The Woking-based side started the 2022 campaign on the back foot as brake issues in the final pre-season test in Bahrain left them struggling in Sakhir’s opener.
The extent of his problems there prompted McLaren to put in place a turnaround plan to bring him back to the front of the pack – which appears to have worked with the team in a fight with Alpine for fourth in the championship builders.
But one of the legacies of that plan was that McLaren would opt for a series of major updates spaced out, rather than systematically bringing new parts to every race.
And that has often left him out of step with his rivals, who take performance steps with each race when new elements arrive.
Speaking about McLaren’s decision-making process opting for fewer but bigger upgrades, technical director James Key explained that things were set in stone following what happened in the very first race. .
“To be brutally honest, when you get a shock like Bahrain, you have to make a plan,” Key explained. “When you make a plan, you put everything in one direction, because mastering a plan is very difficult.
“I’ve been pushing this point a lot on every team I’ve been on: have a good run to start with, and you open up freedom. Get a shock, and you think, ‘Jesus is this where we are?’ , which we thought might be the case.
“Fortunately it wasn’t, but it could have been. So you have to say to yourself: ‘ok, here’s what we’re going to do and this race and this race will be a big step’.
“And it’s always kind of an effect of that.”
“I think if you can sink stuff, it’s definitely easier on the manpower and more efficient. But it’s a bit of a replica of the first run. Also, it gives everyone a structure for the development plan and clear timelines, which I think the team also appreciates. I would like to be in a more trickle-down approach, but that’s where we are at the moment.
Daniel Ricciardo, McLaren MCL36
Photo by: Zak Mauger / Motorsport Images
Key suggests fluctuations in form between teams, with McLaren having races where they were ahead of the midfield battle and other tougher events, could be explained by competitors not being in sync with updates.
That’s why he didn’t get too carried away with Lando Norris having managed to split the Mercedes in qualifying for the French GP last weekend.
“We have very short memories in this sport,” added Key. “We were faster than Mercedes in Monaco, for example. A month or two later, and it’s like, ‘wow you’re with Mercedes.’
“We have already done that. But in the meantime we also had really poor races. The reality is that I think we were expecting, hopefully, a small step forward.
“People bring upgrades at different times. I think Alpine bought one for Silverstone, for example. So we had a few runs from an older car and then brought something.
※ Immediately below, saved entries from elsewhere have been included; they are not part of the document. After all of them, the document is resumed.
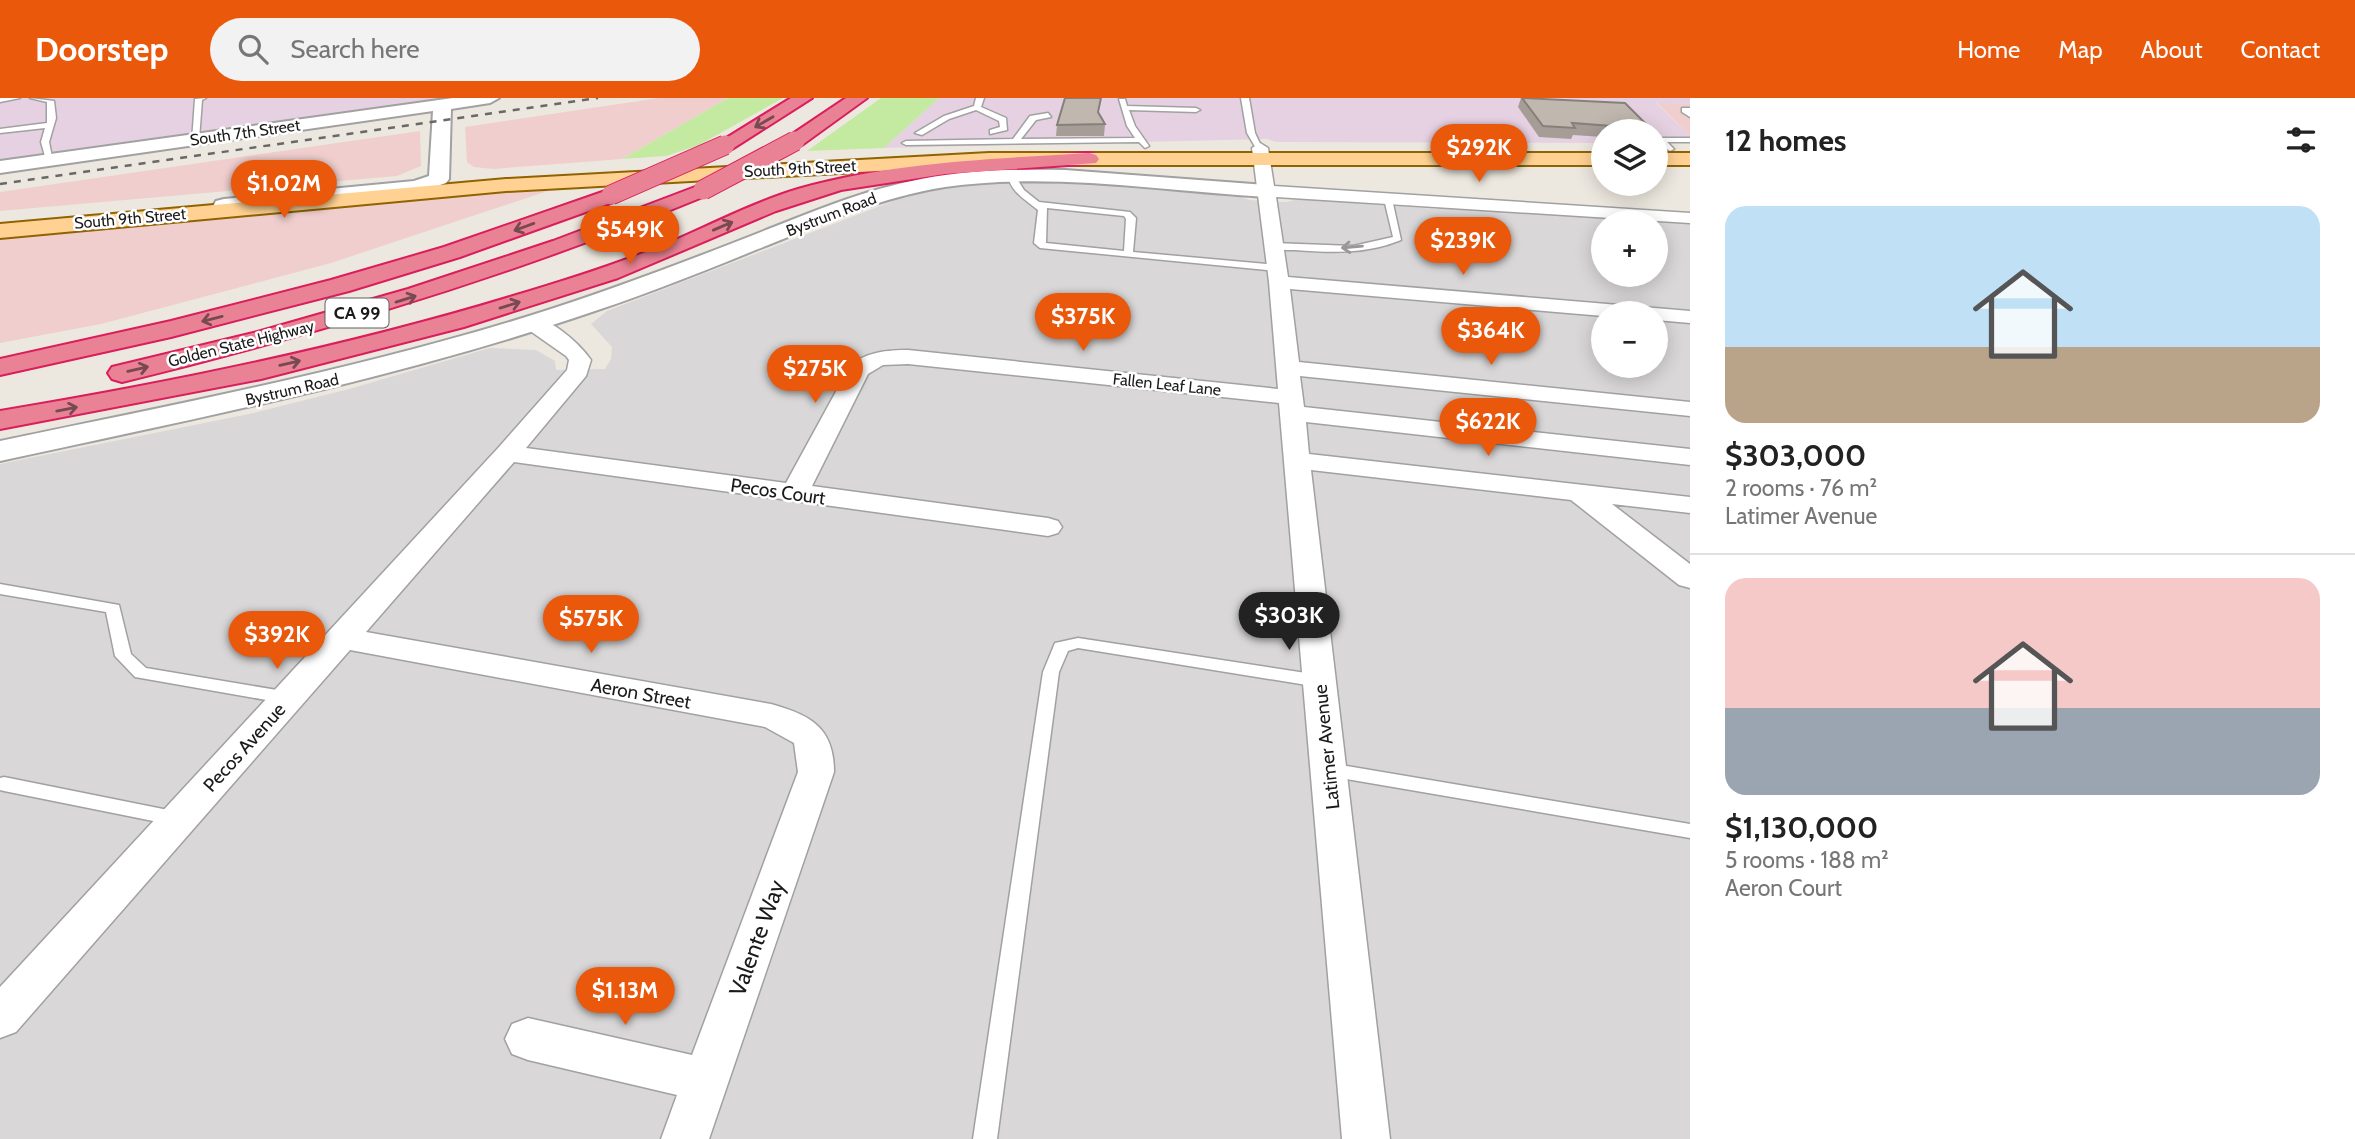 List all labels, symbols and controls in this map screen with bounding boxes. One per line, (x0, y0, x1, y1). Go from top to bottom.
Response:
search box (210, 18, 700, 81)
text: Doorstep (35, 29, 168, 69)
icon: search (234, 30, 272, 68)
text: Search here (290, 33, 419, 65)
text: Home (1957, 35, 2020, 64)
text: Map (2058, 35, 2103, 64)
text: About (2141, 35, 2203, 64)
text: Contact (2241, 35, 2320, 64)
street label: South 7th Street (189, 115, 302, 150)
one-way arrow (755, 115, 775, 129)
map controls (1591, 119, 1668, 378)
button: layers (1591, 119, 1668, 196)
icon: filters (2282, 121, 2320, 159)
text: 12 homes (1725, 122, 1847, 159)
pin: $292K (1430, 125, 1528, 184)
text: $292K (1446, 133, 1512, 161)
street label: South 9th Street (744, 156, 857, 181)
pin: $1.02M (227, 160, 341, 220)
text: $1.02M (247, 169, 321, 197)
street label: Bystrum Road (783, 189, 879, 240)
street label: South 9th Street (73, 204, 187, 233)
pin: $549K (581, 206, 679, 266)
button: + (1591, 210, 1668, 287)
text: $549K (596, 215, 664, 243)
pin: $239K (1414, 218, 1512, 277)
one-way arrow (712, 219, 733, 232)
one-way arrow (514, 221, 536, 234)
text: $239K (1430, 226, 1496, 254)
one-way arrow (1341, 241, 1363, 254)
icon: home (1960, 251, 2086, 377)
one-way arrow (394, 291, 416, 304)
pin: $375K (1034, 294, 1132, 353)
road number: CA 99 (326, 298, 388, 328)
one-way arrow (499, 298, 521, 311)
button: − (1591, 301, 1668, 378)
text: $375K (1051, 302, 1115, 330)
pin: $364K (1442, 308, 1540, 367)
one-way arrow (201, 313, 224, 326)
street label: Golden State Highway (166, 316, 316, 371)
text: $364K (1457, 316, 1525, 344)
pin: $275K (766, 345, 864, 405)
text: $275K (783, 354, 847, 382)
one-way arrow (278, 356, 301, 369)
one-way arrow (126, 362, 149, 376)
street label: Fallen Leaf Lane (1112, 369, 1222, 400)
street label: Bystrum Road (244, 370, 341, 409)
pin: $622K (1439, 398, 1537, 458)
one-way arrow (55, 401, 78, 415)
text: $622K (1455, 407, 1521, 435)
text: $303,000 (1725, 437, 1866, 474)
street label: Pecos Court (729, 473, 827, 510)
text: 2 rooms · 76 m² (1725, 474, 1877, 502)
text: Latimer Avenue (1725, 502, 1877, 530)
pin: $303K (1240, 592, 1338, 652)
pin: $575K (542, 596, 640, 655)
text: $303K (1255, 601, 1323, 629)
text: $575K (559, 604, 623, 632)
pin: $392K (228, 612, 326, 671)
text: $392K (244, 620, 310, 648)
icon: home (1960, 623, 2086, 749)
street label: Aeron Street (589, 673, 693, 714)
street label: Latimer Avenue (1308, 683, 1345, 811)
street label: Pecos Avenue (198, 698, 290, 797)
text: $1,130,000 (1725, 809, 1878, 846)
text: 5 rooms · 188 m² (1725, 846, 1889, 874)
text: Aeron Court (1725, 874, 1842, 902)
street label: Valente Way (723, 876, 791, 1000)
pin: $1.13M (568, 968, 682, 1027)
text: $1.13M (592, 976, 658, 1004)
I think we can expect to rock a bit as we go along.
Although Norris couldn’t match his solid qualifying form in the Paul Ricard race, Key feels the team just needs more time to better understand his package.
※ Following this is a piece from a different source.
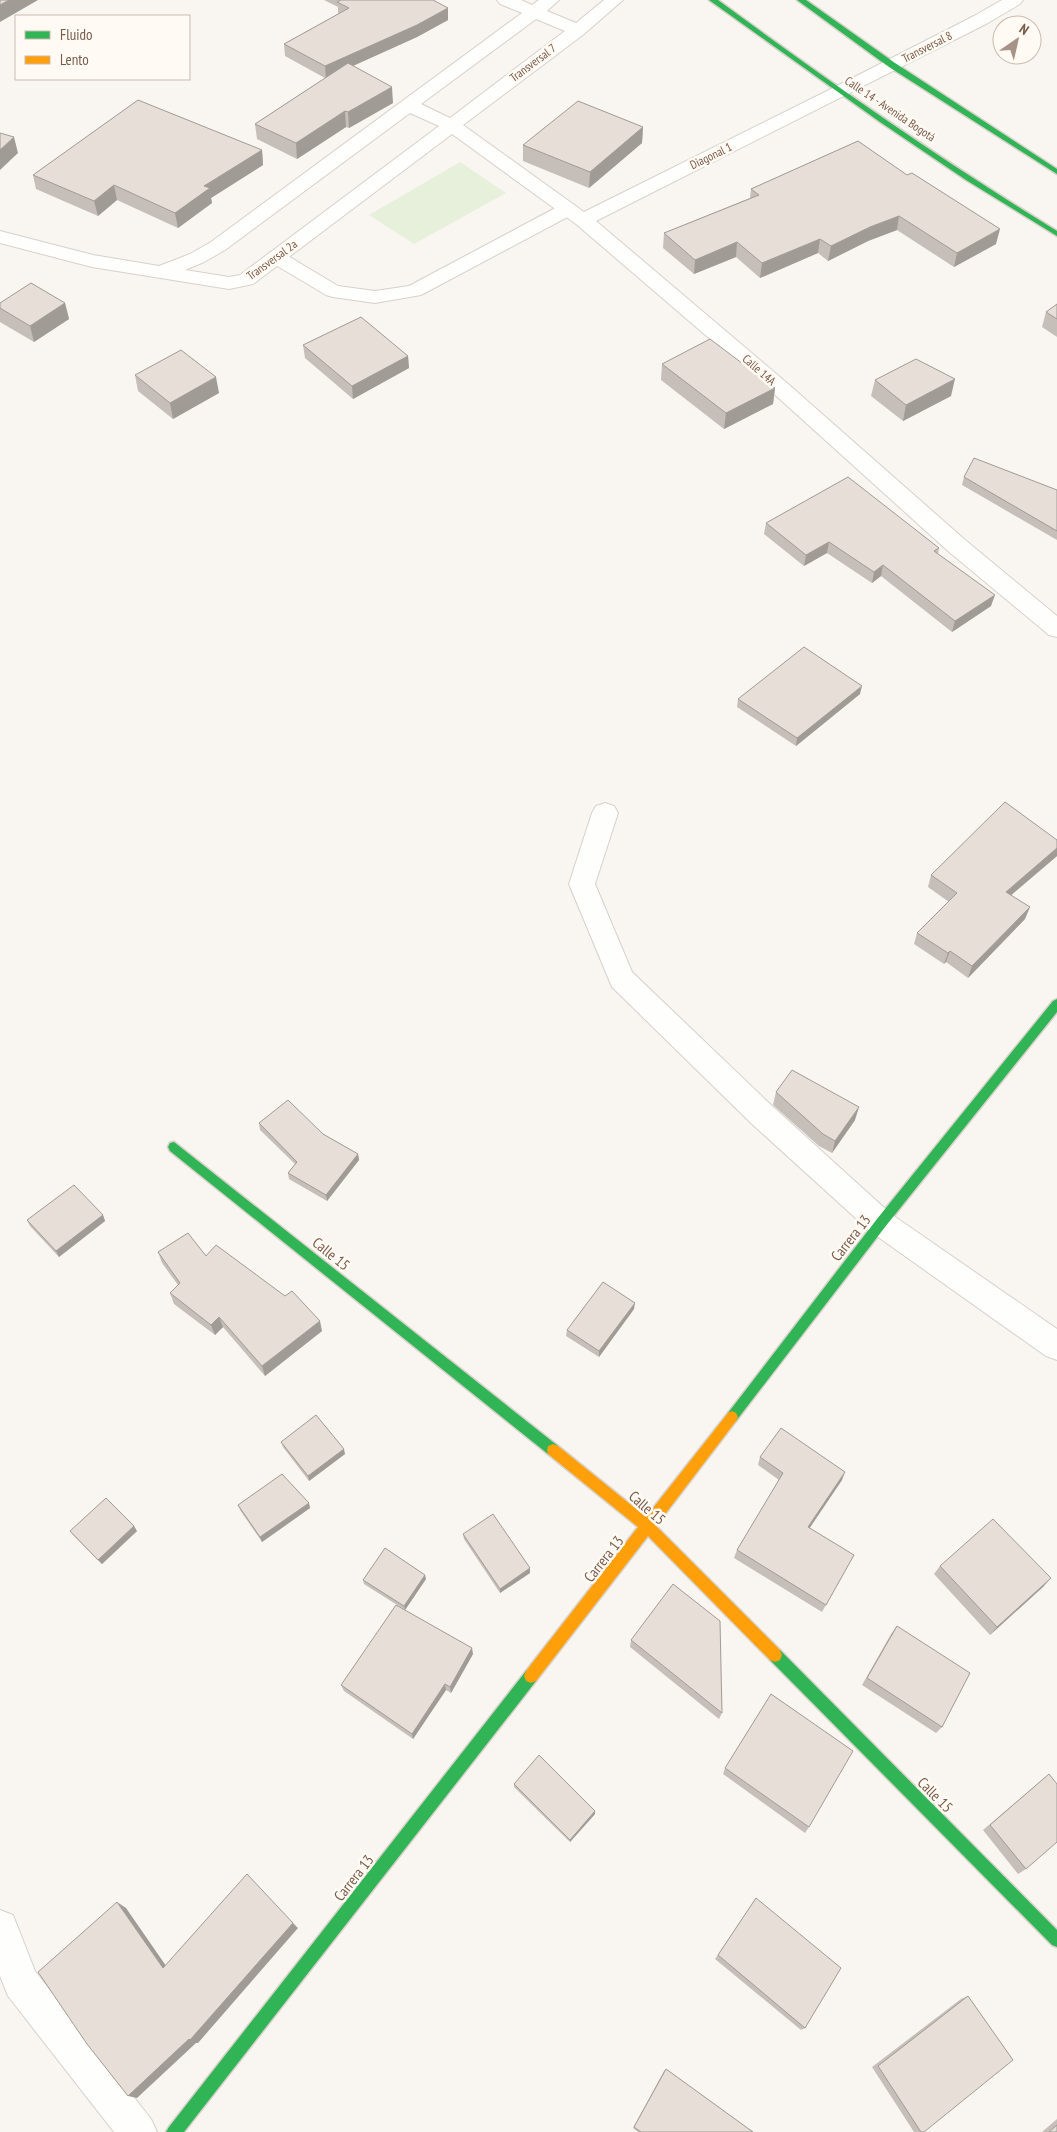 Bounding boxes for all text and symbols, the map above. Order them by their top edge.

“Basically it kind of delivered what we thought it should, for the most part,” he said. “We are still analyzing the data, but above all, it has allowed us to move forward. He has a better feel, which was really important.
“Now we have to use it and work with it and see if we can exploit it a bit more and learn on different circuits. One of the problems we have had this year is that there have been ups and downs. low depending on the nature of the track.
“We’ll have to see if Hungary can, and I’m not saying we’re going to be with Mercedes in Hungary, but definitely step up to maybe where we were in Canada or Baku, for example.”